[GIVEN ENTRIES Boundary: Start]

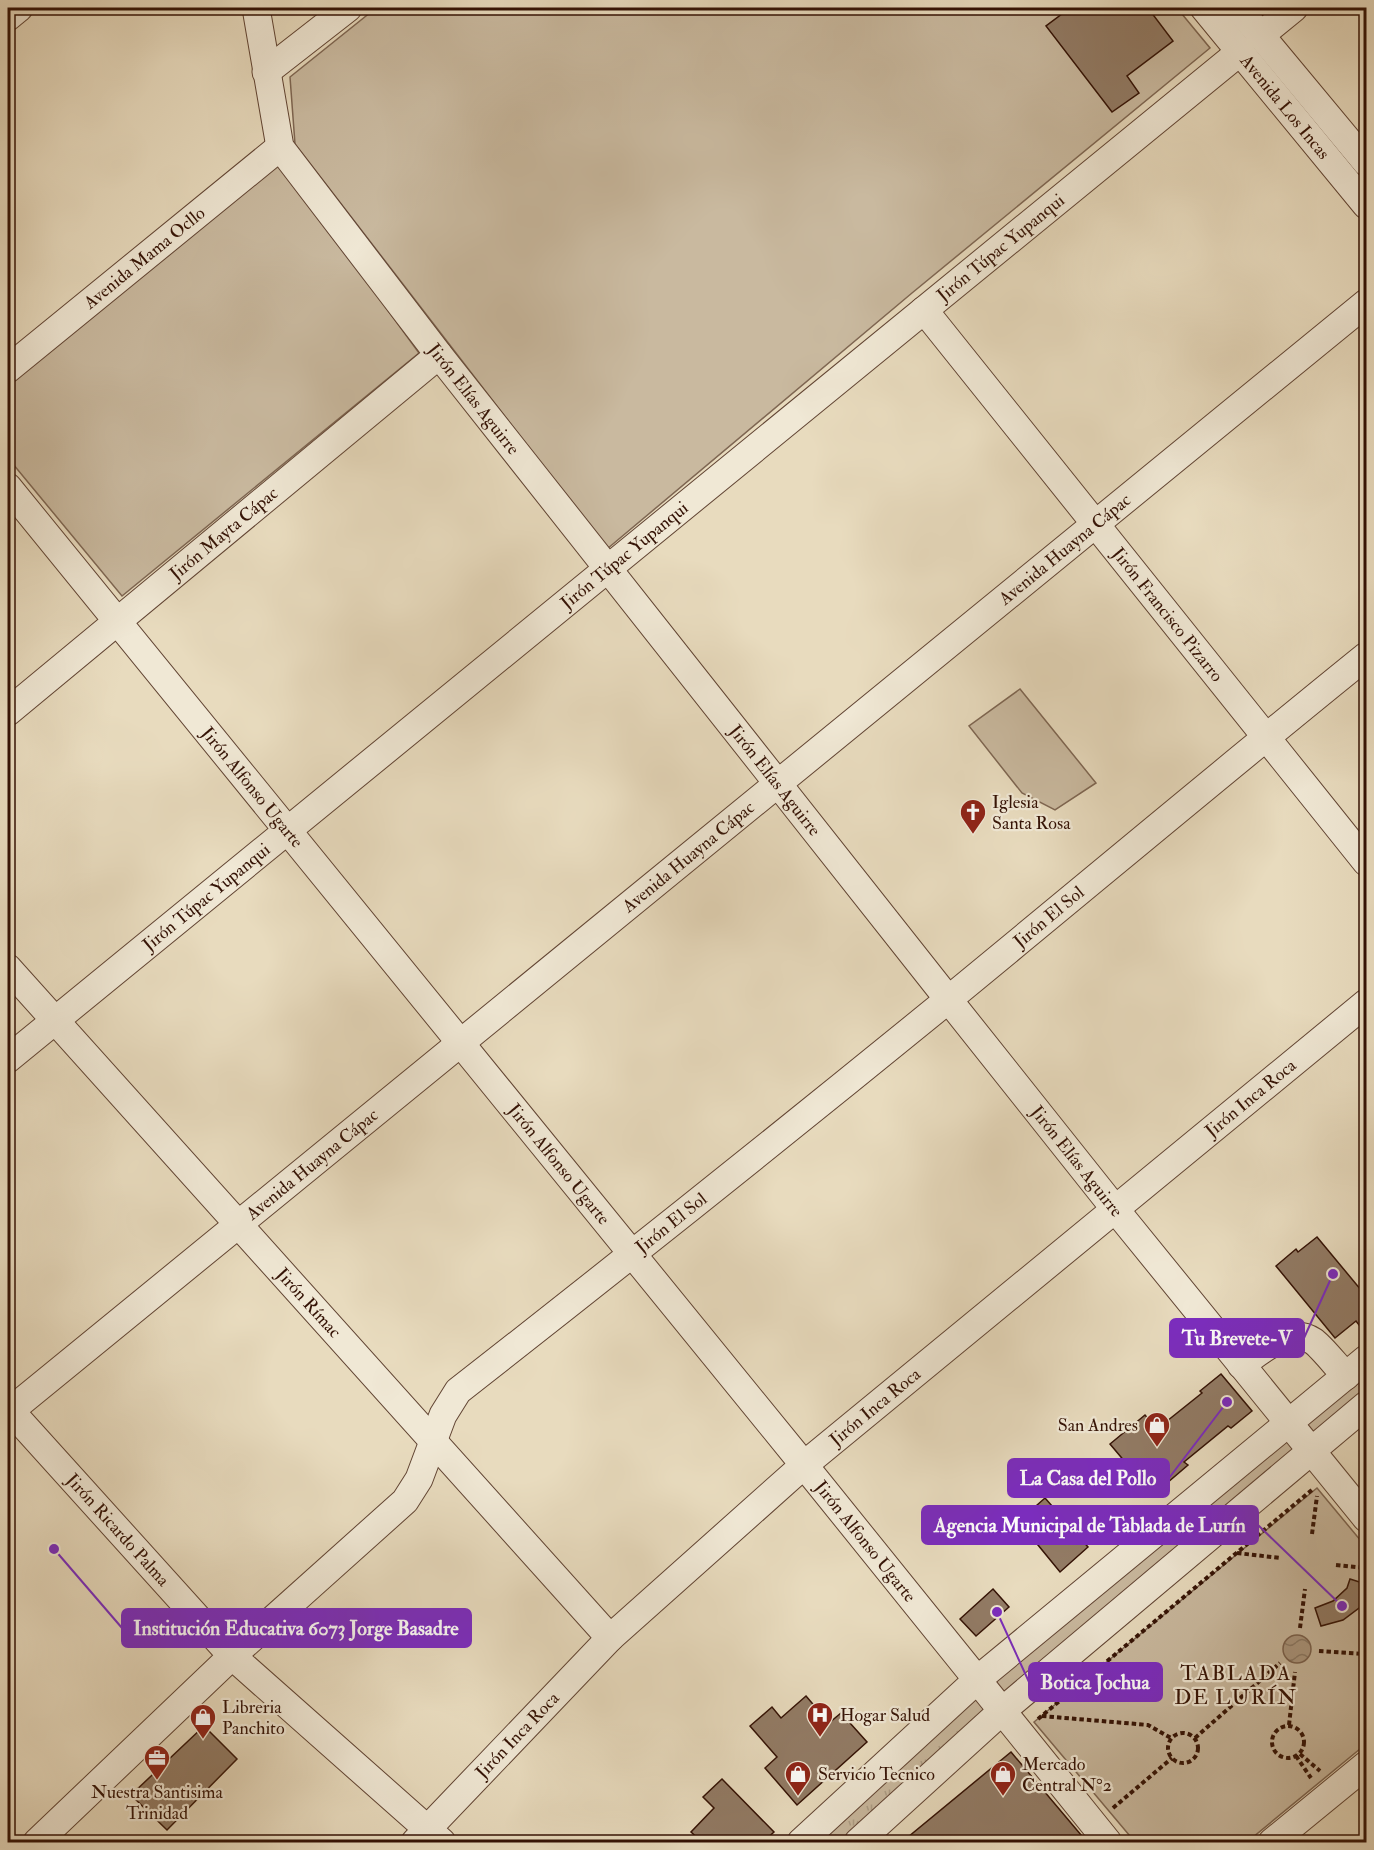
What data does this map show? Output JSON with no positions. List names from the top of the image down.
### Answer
{
  "streets": {
    "street": [
      "Avenida Los Incas",
      "Jirón Túpac Yupanqui",
      "Avenida Mama Ocllo",
      "Jirón Elías Aguirre",
      "Jirón Mayta Cápac",
      "Avenida Huayna Cápac",
      "Jirón Francisco Pizarro",
      "Jirón Alfonso Ugarte",
      "Jirón El Sol",
      "Jirón Inca Roca",
      "Jirón Rímac",
      "Jirón Ricardo Palma"
    ]
  },
  "crossings": [
    ["Avenida Los Incas", "Jirón Túpac Yupanqui"],
    ["Jirón Túpac Yupanqui", "Jirón Elías Aguirre"],
    ["Jirón Túpac Yupanqui", "Jirón Francisco Pizarro"],
    ["Jirón Túpac Yupanqui", "Jirón Alfonso Ugarte"],
    ["Jirón Túpac Yupanqui", "Jirón Rímac"],
    ["Avenida Mama Ocllo", "Jirón Elías Aguirre"],
    ["Jirón Elías Aguirre", "Jirón Mayta Cápac"],
    ["Jirón Elías Aguirre", "Avenida Huayna Cápac"],
    ["Jirón Elías Aguirre", "Jirón El Sol"],
    ["Jirón Elías Aguirre", "Jirón Inca Roca"],
    ["Jirón Mayta Cápac", "Jirón Alfonso Ugarte"],
    ["Avenida Huayna Cápac", "Jirón Francisco Pizarro"],
    ["Avenida Huayna Cápac", "Jirón Alfonso Ugarte"],
    ["Avenida Huayna Cápac", "Jirón Rímac"],
    ["Avenida Huayna Cápac", "Jirón Ricardo Palma"],
    ["Jirón Francisco Pizarro", "Jirón El Sol"],
    ["Jirón Alfonso Ugarte", "Jirón El Sol"],
    ["Jirón Alfonso Ugarte", "Jirón Inca Roca"],
    ["Jirón El Sol", "Jirón Rímac"],
    ["Jirón El Sol", "Jirón Ricardo Palma"],
    ["Jirón Inca Roca", "Jirón Rímac"],
    ["Jirón Inca Roca", "Jirón Ricardo Palma"]
  ],
  "districts": ["TABLADA DE LURÍN"],
  "places": {
    "church": ["Iglesia Santa Rosa"],
    "other": [
      "Tu Brevete-V",
      "La Casa del Pollo",
      "Institución Educativa 6073 Jorge Basadre",
      "Agencia Municipal de Tablada de Lurín",
      "Botica Jochua"
    ],
    "shop": [
      "San Andres",
      "Libreria Panchito",
      "Servicio Tecnico",
      "Mercado Central N°2"
    ],
    "hospital": ["Hogar Salud"],
    "office": ["Nuestra Santisima Trinidad"]
  }
}
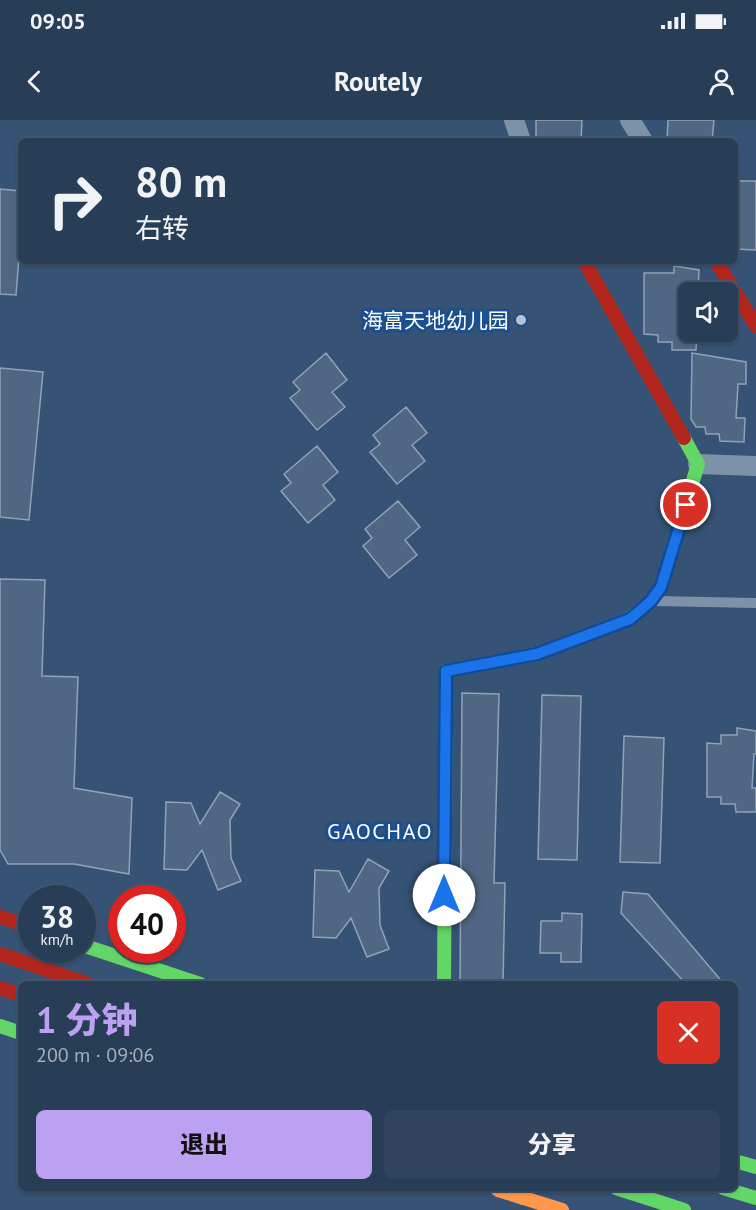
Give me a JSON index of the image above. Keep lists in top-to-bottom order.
{
  "districts": ["GAOCHAO"],
  "places": ["海富天地幼儿园"],
  "page": {
    "status": "09:05",
    "header": "Routely",
    "turn": ["80 m", "右转"],
    "speed": "38 km/h",
    "limit": "40",
    "heading": ["1 分钟", "200 m · 09:06"],
    "buttons": ["退出", "分享"]
  }
}
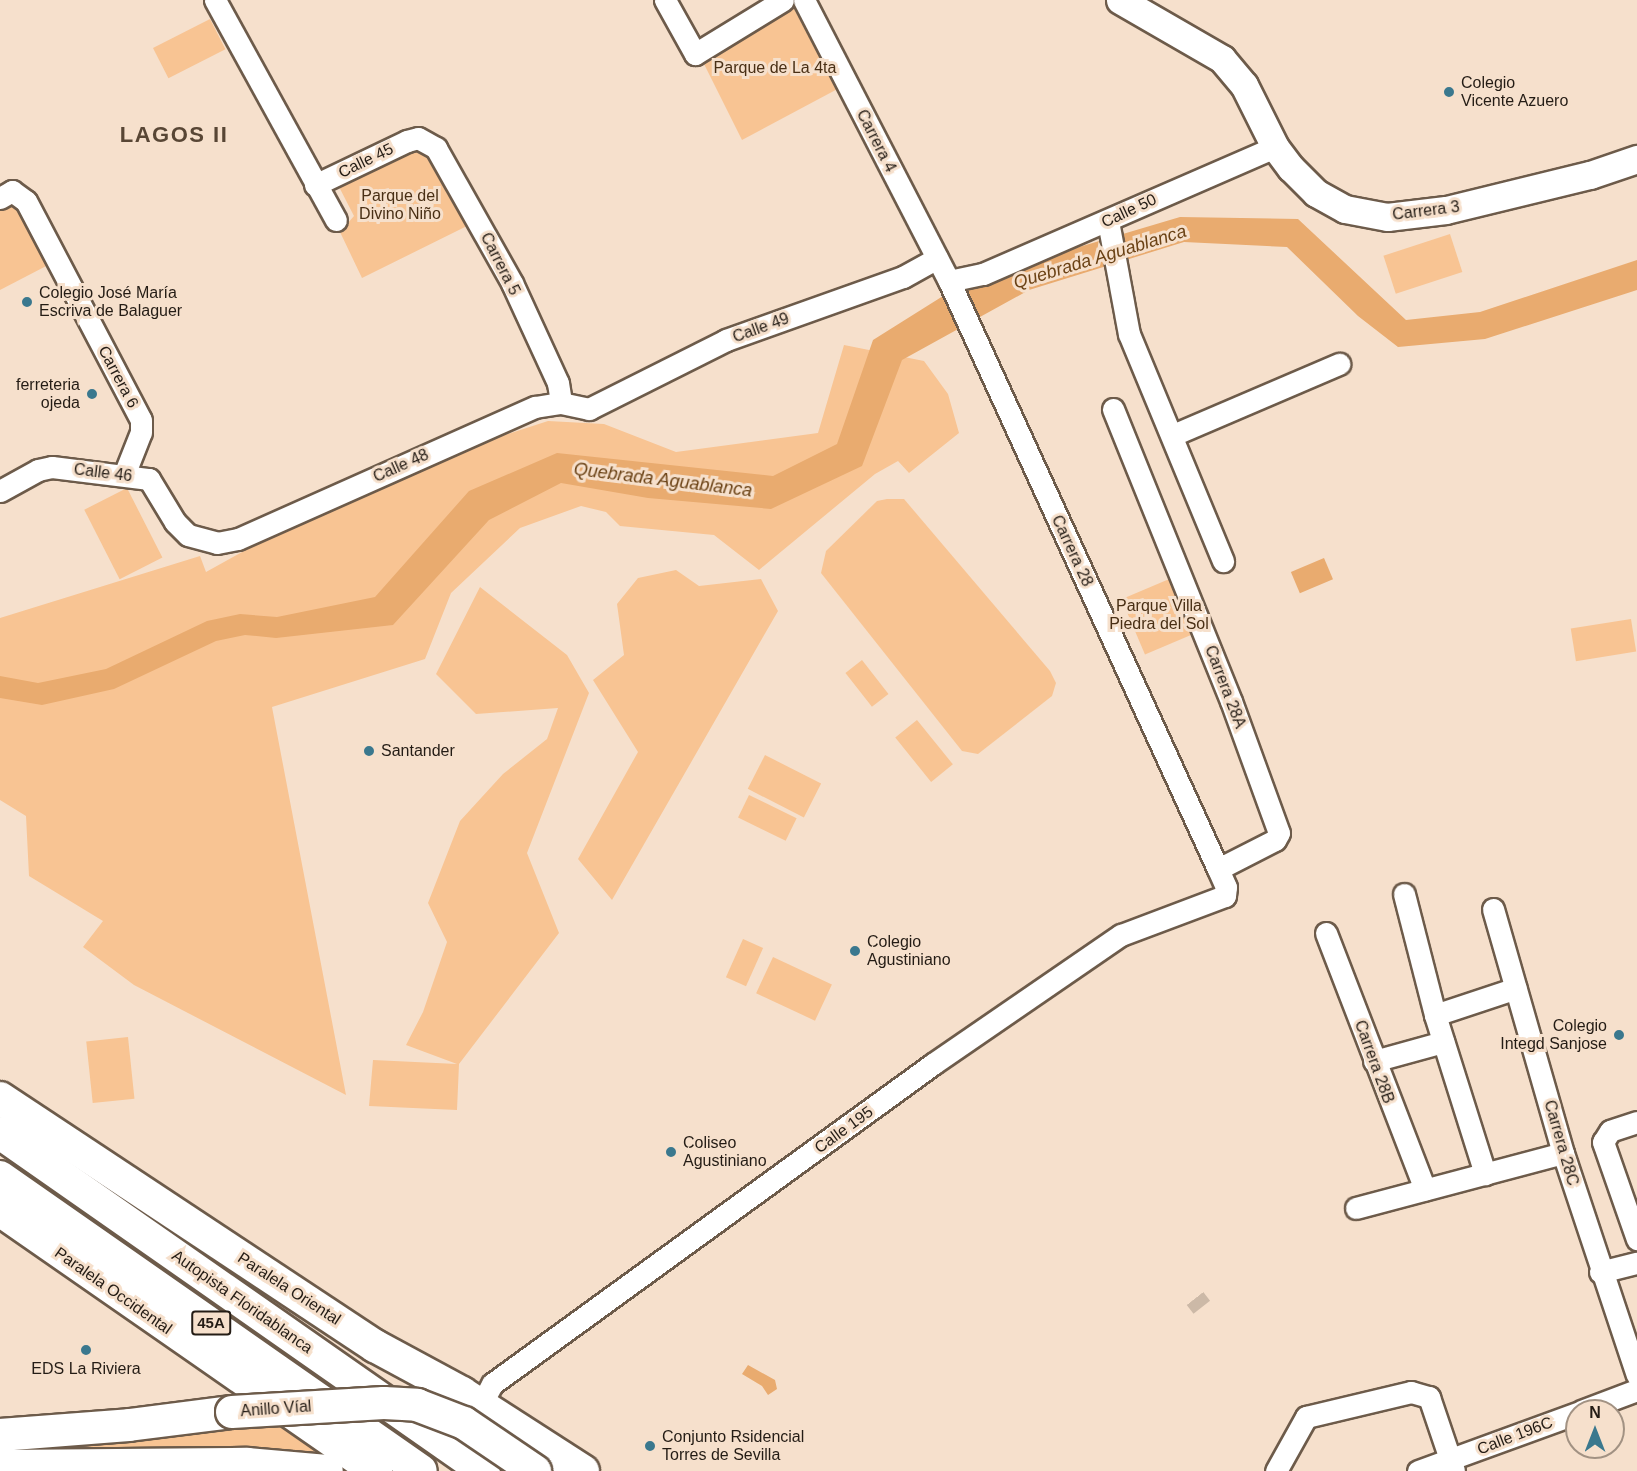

[GIVEN ENTRIES Boundary: End]

WORK INSTRUCTION >>
Each line above is to be duplicated exactly, and the pictures are to be omitted.

SOLUTION TO THIS PROBLEM >>
What data does this map show? Output JSON with no positions. List names from the top of the image down.
### Answer
{
  "streets": {
    "street": [
      "Avenida Los Incas",
      "Jirón Túpac Yupanqui",
      "Avenida Mama Ocllo",
      "Jirón Elías Aguirre",
      "Jirón Mayta Cápac",
      "Avenida Huayna Cápac",
      "Jirón Francisco Pizarro",
      "Jirón Alfonso Ugarte",
      "Jirón El Sol",
      "Jirón Inca Roca",
      "Jirón Rímac",
      "Jirón Ricardo Palma"
    ]
  },
  "crossings": [
    ["Avenida Los Incas", "Jirón Túpac Yupanqui"],
    ["Jirón Túpac Yupanqui", "Jirón Elías Aguirre"],
    ["Jirón Túpac Yupanqui", "Jirón Francisco Pizarro"],
    ["Jirón Túpac Yupanqui", "Jirón Alfonso Ugarte"],
    ["Jirón Túpac Yupanqui", "Jirón Rímac"],
    ["Avenida Mama Ocllo", "Jirón Elías Aguirre"],
    ["Jirón Elías Aguirre", "Jirón Mayta Cápac"],
    ["Jirón Elías Aguirre", "Avenida Huayna Cápac"],
    ["Jirón Elías Aguirre", "Jirón El Sol"],
    ["Jirón Elías Aguirre", "Jirón Inca Roca"],
    ["Jirón Mayta Cápac", "Jirón Alfonso Ugarte"],
    ["Avenida Huayna Cápac", "Jirón Francisco Pizarro"],
    ["Avenida Huayna Cápac", "Jirón Alfonso Ugarte"],
    ["Avenida Huayna Cápac", "Jirón Rímac"],
    ["Avenida Huayna Cápac", "Jirón Ricardo Palma"],
    ["Jirón Francisco Pizarro", "Jirón El Sol"],
    ["Jirón Alfonso Ugarte", "Jirón El Sol"],
    ["Jirón Alfonso Ugarte", "Jirón Inca Roca"],
    ["Jirón El Sol", "Jirón Rímac"],
    ["Jirón El Sol", "Jirón Ricardo Palma"],
    ["Jirón Inca Roca", "Jirón Rímac"],
    ["Jirón Inca Roca", "Jirón Ricardo Palma"]
  ],
  "districts": ["TABLADA DE LURÍN"],
  "places": {
    "church": ["Iglesia Santa Rosa"],
    "other": [
      "Tu Brevete-V",
      "La Casa del Pollo",
      "Institución Educativa 6073 Jorge Basadre",
      "Agencia Municipal de Tablada de Lurín",
      "Botica Jochua"
    ],
    "shop": [
      "San Andres",
      "Libreria Panchito",
      "Servicio Tecnico",
      "Mercado Central N°2"
    ],
    "hospital": ["Hogar Salud"],
    "office": ["Nuestra Santisima Trinidad"]
  }
}
Give me a JSON index of the image above. Keep lists in top-to-bottom order.
{
  "districts": ["GAOCHAO"],
  "places": ["海富天地幼儿园"],
  "page": {
    "status": "09:05",
    "header": "Routely",
    "turn": ["80 m", "右转"],
    "speed": "38 km/h",
    "limit": "40",
    "heading": ["1 分钟", "200 m · 09:06"],
    "buttons": ["退出", "分享"]
  }
}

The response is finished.